A possible route toward reducing the intrinsic compressive stress in as-grown amorphous carbon films on Si substrates, with a high fraction of tetrahedral bonding, is by forming multilayered $a-\mathrm{C}$ structures composed of layers dense and rich in ${\mathrm{sp}}^3$ sites alternated by layers rich in ${\mathrm{sp}}^2$ geometries, a type of an amorphous superlattice. We present here a combined theoretical and experimental effort to investigate the stability, stress, and elastic properties of this type of $a-\mathrm{C}$ material. Our theoretical approach is based on Monte Carlo simulations within an empirical potential scheme, while the experimental part consists of spectroscopic ellipsometry, x-ray reflectivity, stress, and nanoindentation measurements in films prepared by magnetron sputtering.
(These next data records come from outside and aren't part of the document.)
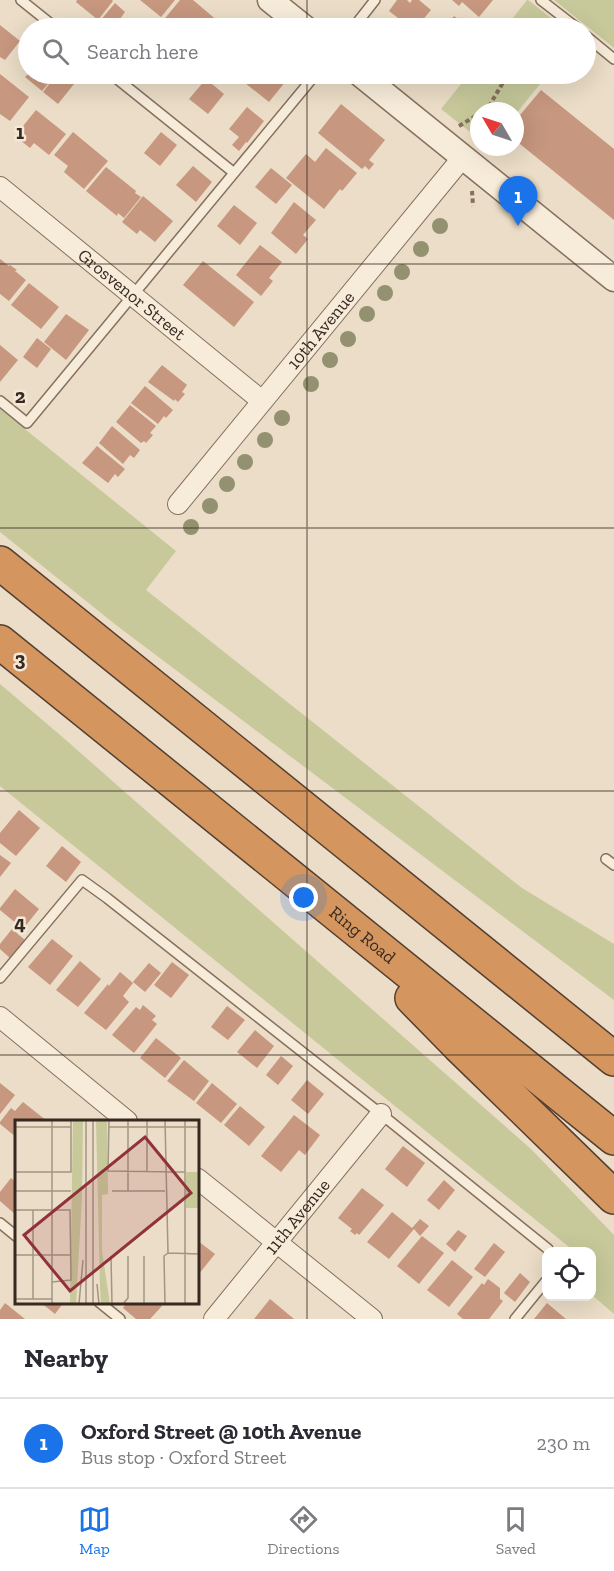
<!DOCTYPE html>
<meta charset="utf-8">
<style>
:root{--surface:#fff;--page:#f2f2f3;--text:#2b2b33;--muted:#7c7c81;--line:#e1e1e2;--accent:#1a73e8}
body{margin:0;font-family:"Zilla Slab",serif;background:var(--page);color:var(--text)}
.controls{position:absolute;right:18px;bottom:18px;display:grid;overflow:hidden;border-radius:12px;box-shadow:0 6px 24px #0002}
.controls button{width:54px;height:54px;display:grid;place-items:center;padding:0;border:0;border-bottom:2px solid var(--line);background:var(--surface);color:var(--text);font:30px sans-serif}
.compass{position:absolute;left:470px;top:102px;width:54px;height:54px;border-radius:50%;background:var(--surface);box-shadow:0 6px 24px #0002;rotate:309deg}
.you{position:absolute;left:304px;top:898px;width:21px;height:21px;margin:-15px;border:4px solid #fff;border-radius:50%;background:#1a73e8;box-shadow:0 0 0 9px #1a73e833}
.badge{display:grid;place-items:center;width:39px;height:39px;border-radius:50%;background:var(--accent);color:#fff;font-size:20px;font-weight:700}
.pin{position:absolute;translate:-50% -50px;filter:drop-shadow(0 2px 3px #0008)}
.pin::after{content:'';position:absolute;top:32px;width:21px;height:18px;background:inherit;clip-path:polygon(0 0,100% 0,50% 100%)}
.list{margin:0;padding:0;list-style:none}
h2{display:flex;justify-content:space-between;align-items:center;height:78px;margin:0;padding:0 24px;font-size:26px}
h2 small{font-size:20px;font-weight:400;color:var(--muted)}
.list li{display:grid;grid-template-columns:39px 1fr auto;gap:18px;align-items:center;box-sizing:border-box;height:90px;padding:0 24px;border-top:2px solid var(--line)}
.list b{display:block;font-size:22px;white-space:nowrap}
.list p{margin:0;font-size:20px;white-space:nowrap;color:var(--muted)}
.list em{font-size:20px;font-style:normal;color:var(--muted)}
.icon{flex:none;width:33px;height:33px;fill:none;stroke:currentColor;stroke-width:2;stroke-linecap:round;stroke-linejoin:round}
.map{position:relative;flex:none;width:614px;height:1319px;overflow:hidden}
.search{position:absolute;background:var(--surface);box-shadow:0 6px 24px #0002;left:18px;right:18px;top:18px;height:66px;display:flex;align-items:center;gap:15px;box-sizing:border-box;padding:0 21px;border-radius:33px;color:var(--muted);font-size:22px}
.sheet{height:168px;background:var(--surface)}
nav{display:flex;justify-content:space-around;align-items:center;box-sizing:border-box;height:84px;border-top:2px solid var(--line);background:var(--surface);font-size:16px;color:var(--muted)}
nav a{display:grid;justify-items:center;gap:3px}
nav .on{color:var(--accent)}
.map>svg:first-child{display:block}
</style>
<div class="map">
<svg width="614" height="1319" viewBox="0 0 614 1319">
<rect width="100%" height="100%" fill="#ebddc7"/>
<!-- green -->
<g fill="#c7c99b">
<path d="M527,0H528L564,28H505Z"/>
<path d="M554,0H614V48Z"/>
<path d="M469,74H548L515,115V111H479V139L441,109Z"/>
<path d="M0,409L176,551L146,590L522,888L614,944V1000L116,625L0,532Z"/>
<path d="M0,684L59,734L531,1149L614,1235V1314L592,1295V1252L574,1251L0,786Z"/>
</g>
<!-- building -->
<g fill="#c7977f">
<path d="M77,0H112L113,1L98,20L76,2Z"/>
<path d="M140,0H175L161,17Z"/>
<path d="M180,0H193L219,22L214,28H157Z"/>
<path d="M397,0H407L410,3L412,0H419L431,10L416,28H411L389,11Z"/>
<path d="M452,0H493L479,17L462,2L459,6Z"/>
<path d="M115,3L125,12L120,19L126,24L122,28H94Z"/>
<path d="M454,16L470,28H438L444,21L448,24Z"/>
<path d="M0,25L20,41L5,60L0,57Z"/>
<path d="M0,74L29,97L10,121L0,114Z"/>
<path d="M28,74H56L42,91L25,77Z"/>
<path d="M57,74H61L74,84L58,104L43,92Z"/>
<path d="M214,74H227L222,80Z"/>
<path d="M244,74H277L286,81L269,102L240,79Z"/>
<path d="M206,79L224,94L208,114L189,99Z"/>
<path d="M541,90L614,149V220L515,140V121Z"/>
<path d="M341,104L385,140L369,160L374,164L369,170L365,166L362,169L318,133Z"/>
<path d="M247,107L264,121L247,143L246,142L239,151L232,145L239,137L229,129Z"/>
<path d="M36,110L66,134L49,155L34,143L30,148L15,136Z"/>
<path d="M73,132L108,161L84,189L64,172L68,166L54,155Z"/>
<path d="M161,132L177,145L160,166L144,153Z"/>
<path d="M326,148L357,173L342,191L340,189L324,209L286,178L306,154L315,162Z"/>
<path d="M193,166L212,182L196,202L176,185Z"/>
<path d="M106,167L136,191L135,193L141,197L124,218L118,213L117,216L86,191Z"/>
<path d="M271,168L292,185L276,204L255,187Z"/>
<path d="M143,196L173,221L155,242L140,230L137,234L122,222Z"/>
<path d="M294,202L316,220L303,235L308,239L296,254L271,233Z"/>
<path d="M234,205L257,223L240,245L217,226Z"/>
<path d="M260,245L282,262L269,278L273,281L261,296L236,275Z"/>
<path d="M0,259L9,266L10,265L17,270L15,271L26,280L9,301L0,294Z"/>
<path d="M203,261L254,302L234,327L183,285Z"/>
<path d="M29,283L59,307L41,329L11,305Z"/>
<path d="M66,314L89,330L66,360L44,342Z"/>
<path d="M37,338L51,349L37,368L23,357Z"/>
<path d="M0,345L18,360L0,382Z"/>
<path d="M162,365L187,385L182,392L185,394L178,402L175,399L174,401L148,382Z"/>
<path d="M145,386L173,410L166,418L164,416L158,424L131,403Z"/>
<path d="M130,405L156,426L150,433L153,435L146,443L144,441L141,443L116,422Z"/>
<path d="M112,426L140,450L134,458L130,455L123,464L99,443Z"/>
<path d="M97,446L125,469L118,477L115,474L108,483L82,463Z"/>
<path d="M19,810L40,828L16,856L0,843V833Z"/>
<path d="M62,846L81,862L66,882L46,866Z"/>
<path d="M0,855L11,863L0,877Z"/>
<path d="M15,889L39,909L23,929L0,910V908Z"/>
<path d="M12,929L25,940L10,958L0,949V944Z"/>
<path d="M52,939L73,956L50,985L28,967Z"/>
<path d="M80,961L101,979L78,1007L56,990Z"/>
<path d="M172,962L189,975L171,998L154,985Z"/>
<path d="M149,963L161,973L145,992L133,982Z"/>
<path d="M120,972L133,983L123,996L129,1002L106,1030L84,1013L108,984L109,986Z"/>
<path d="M143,1005L156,1016L152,1020L157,1024L134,1053L112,1035L136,1007L140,1010Z"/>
<path d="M227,1006L245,1020L228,1040L211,1027Z"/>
<path d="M255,1030L274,1046L257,1068L237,1052Z"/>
<path d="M156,1038L181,1058L165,1078L140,1058Z"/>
<path d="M281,1056L293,1066L278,1085L266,1075Z"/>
<path d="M184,1060L209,1081L194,1101L167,1081Z"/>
<path d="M307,1080L324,1094L308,1114L291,1100Z"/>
<path d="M0,1083L15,1095L0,1114Z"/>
<path d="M212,1083L237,1104L221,1123L196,1103Z"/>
<path d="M23,1102L47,1121H16V1137L0,1124V1122L11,1108L15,1111Z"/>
<path d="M240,1106L265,1127L249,1146L224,1125Z"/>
<path d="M294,1115L320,1135L305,1155L299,1150L281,1172L261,1156Z"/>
<path d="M403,1146L425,1163L407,1187L385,1169Z"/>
<path d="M11,1178L16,1182V1215L0,1201V1192Z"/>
<path d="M444,1180L455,1190L439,1210L427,1200Z"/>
<path d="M362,1188L384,1205L359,1235L357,1233L355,1235L350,1231L352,1229L338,1218Z"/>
<path d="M392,1212L412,1228L420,1219L429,1226L420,1236L414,1229L389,1259L367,1242Z"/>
<path d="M458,1230L467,1236L455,1252L446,1244Z"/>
<path d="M422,1236L444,1253L419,1284L397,1266Z"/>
<path d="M198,1241L215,1254L198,1275Z"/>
<path d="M494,1243L505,1252L485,1277L474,1269Z"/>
<path d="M452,1260L473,1277L449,1307L427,1290Z"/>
<path d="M520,1273L530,1282L515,1302L504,1293Z"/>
<path d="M488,1279L500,1288V1299L503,1301L489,1319H463L457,1314L482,1283L484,1285Z"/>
<path d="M270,1299L294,1319H254Z"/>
<path d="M40,1302H64L55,1314Z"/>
<path d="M127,1302H158L162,1306L150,1319H136L123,1308Z"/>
<path d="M5,1303L25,1319H0V1310Z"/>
<path d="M547,1303L566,1319H534Z"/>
</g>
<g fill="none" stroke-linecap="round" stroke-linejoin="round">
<!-- service casing -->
<g stroke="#86705e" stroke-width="12">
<g id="service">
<path d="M21,0L56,28"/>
<path d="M541,0L577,28"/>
<path d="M353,28L375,0"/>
<path d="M586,36L614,59"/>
<path d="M111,74L233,172"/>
<path d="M0,401L27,423L316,74"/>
<path d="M606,859L614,865"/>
<path d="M0,978L82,880L107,898L381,1114L548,1249L549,1252"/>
<path d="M0,1223L16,1236"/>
<path d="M99,1302L120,1319"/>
<path d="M515,1319L546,1281"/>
</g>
</g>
<!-- minor casing -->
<g stroke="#86705e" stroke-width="22">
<g id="minor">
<path id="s1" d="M0,187L262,401"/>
<path id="s2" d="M178,504L463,157"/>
<path d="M0,1017L127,1121"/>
<path d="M198,1179L372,1319"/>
<path id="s3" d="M214,1319L381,1114"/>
</g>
</g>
<!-- tertiary casing -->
<g stroke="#86705e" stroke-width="27">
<g id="tertiary">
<path d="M270,0L305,28"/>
<path d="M360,74L614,279"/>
</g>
</g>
<!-- motorway casing -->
<g stroke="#543f31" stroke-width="36">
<g id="motorway">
<path d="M0,563L614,1059"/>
<path id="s4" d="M0,642L614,1138"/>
<path d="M412,998L459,1046L614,1197"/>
</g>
</g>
<!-- path -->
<g stroke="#86705e" stroke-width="4" stroke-dasharray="4.5 3" stroke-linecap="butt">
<path d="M483,111L488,108L508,74"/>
<path d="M459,126L479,114"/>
<path d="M472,191L473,206"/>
</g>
<!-- service -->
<use href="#service" stroke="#f7ecda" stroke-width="9"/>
<!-- minor -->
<use href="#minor" stroke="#f7ecda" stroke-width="20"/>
<!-- tertiary -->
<use href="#tertiary" stroke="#f7ecda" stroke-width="24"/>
<!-- motorway -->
<use href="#motorway" stroke="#d4965e" stroke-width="33"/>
</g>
<!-- trees -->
<g fill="#939170">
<circle cx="440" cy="226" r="8"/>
<circle cx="421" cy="249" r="8"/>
<circle cx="402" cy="272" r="8"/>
<circle cx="385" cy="293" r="8"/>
<circle cx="367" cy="314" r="8"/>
<circle cx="348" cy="339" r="8"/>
<circle cx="330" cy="360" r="8"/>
<circle cx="311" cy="384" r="8"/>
<circle cx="282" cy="418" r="8"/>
<circle cx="265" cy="440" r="8"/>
<circle cx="245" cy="462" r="8"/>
<circle cx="227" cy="484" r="8"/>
<circle cx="210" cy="506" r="8"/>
<circle cx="191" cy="527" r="8"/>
</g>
<!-- grid -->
<path fill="none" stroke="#372920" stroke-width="1.5" stroke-opacity="0.55" d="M307,0V28M307,74V1319M0,264H614M0,528H614M0,791H614M0,1055H614"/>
<g text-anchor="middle" stroke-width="5" stroke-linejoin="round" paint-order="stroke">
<!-- street labels -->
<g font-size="18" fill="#372920" stroke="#f3e8d6">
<text dy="6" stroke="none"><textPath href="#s1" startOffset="170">Grosvenor Street</textPath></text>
<text dy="6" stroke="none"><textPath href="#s2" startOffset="225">10th Avenue</textPath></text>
<text dy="6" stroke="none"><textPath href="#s4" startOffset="466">Ring Road</textPath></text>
<text dy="6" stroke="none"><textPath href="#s3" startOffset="132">11th Avenue</textPath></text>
</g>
</g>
<!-- overview -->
<g transform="translate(15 1120)">
<rect width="184" height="184" fill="#ebddc7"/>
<path d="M58,0H68L67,77L61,184H55ZM81,0H92L93,74L87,75V131L95,184H86L85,167ZM171,52H184V88H171Z" fill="#c7c99b"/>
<path fill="none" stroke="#a39584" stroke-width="1.5" d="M37,0V184M71,0V184M78,0V184M94,0L93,51L170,52M150,0L153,133M0,7H56M94,7H185M132,51V0M0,52H56V0M0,71H56M97,71H150M113,71V0M0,90H55L56,160L37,162M153,133L185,134M0,135H56M96,136L97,184M82,164L84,184M0,179H37M18,179V90M64,184L68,140M108,184L113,178V136M129,184V136M150,184L149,136L153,133M170,184V0"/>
<path fill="#91323a" fill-opacity="0.15" stroke="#91323a" stroke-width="3" d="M130,17L176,73L55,171L9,115Z"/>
<rect width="184" height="184" fill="none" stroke="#372920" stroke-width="3"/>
</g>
<g font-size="20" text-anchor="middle" font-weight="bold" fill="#372920" stroke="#f3e8d6" stroke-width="5" stroke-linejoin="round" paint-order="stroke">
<text x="20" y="139">1</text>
<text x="20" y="403">2</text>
<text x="20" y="666">3</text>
<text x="20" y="930">4</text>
</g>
</svg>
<div class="controls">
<button><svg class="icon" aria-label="locate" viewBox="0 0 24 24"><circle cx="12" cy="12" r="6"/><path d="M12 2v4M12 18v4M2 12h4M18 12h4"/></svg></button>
</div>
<svg class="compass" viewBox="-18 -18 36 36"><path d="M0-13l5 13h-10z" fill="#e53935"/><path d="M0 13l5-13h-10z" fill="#7c7c81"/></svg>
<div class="you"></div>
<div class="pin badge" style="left:518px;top:226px">1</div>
<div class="search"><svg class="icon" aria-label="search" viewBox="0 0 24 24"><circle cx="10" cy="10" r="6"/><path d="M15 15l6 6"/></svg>Search here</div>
</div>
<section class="sheet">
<h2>Nearby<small></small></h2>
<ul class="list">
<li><span class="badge">1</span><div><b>Oxford Street @ 10th Avenue</b><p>Bus stop · Oxford Street</p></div><em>230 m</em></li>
</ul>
</section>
<nav>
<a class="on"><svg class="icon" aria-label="map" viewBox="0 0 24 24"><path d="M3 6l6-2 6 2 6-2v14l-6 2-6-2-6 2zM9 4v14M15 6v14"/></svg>Map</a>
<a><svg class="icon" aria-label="directions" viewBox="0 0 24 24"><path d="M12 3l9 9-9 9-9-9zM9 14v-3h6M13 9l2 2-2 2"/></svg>Directions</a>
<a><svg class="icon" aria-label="saved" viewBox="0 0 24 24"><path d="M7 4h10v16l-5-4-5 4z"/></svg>Saved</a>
</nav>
Our central result is that the average stress in the multilayered structures is nearly eliminated through layer-by-layer stress compensation, yet the fraction of ${\mathrm{sp}}^3$ sites in the dense regions remains high, sustained by the overwhelmingly compressive local stresses. The ${\mathrm{sp}}^3$-rich layers are stable both against a moderate increase of the width of the low-density layers, as well as under thermal annealing. The elastic moduli of the multilayered films are comparable with those of single-layer films. This, in conjuction with their low stress, makes them suitable for mechanical purposes.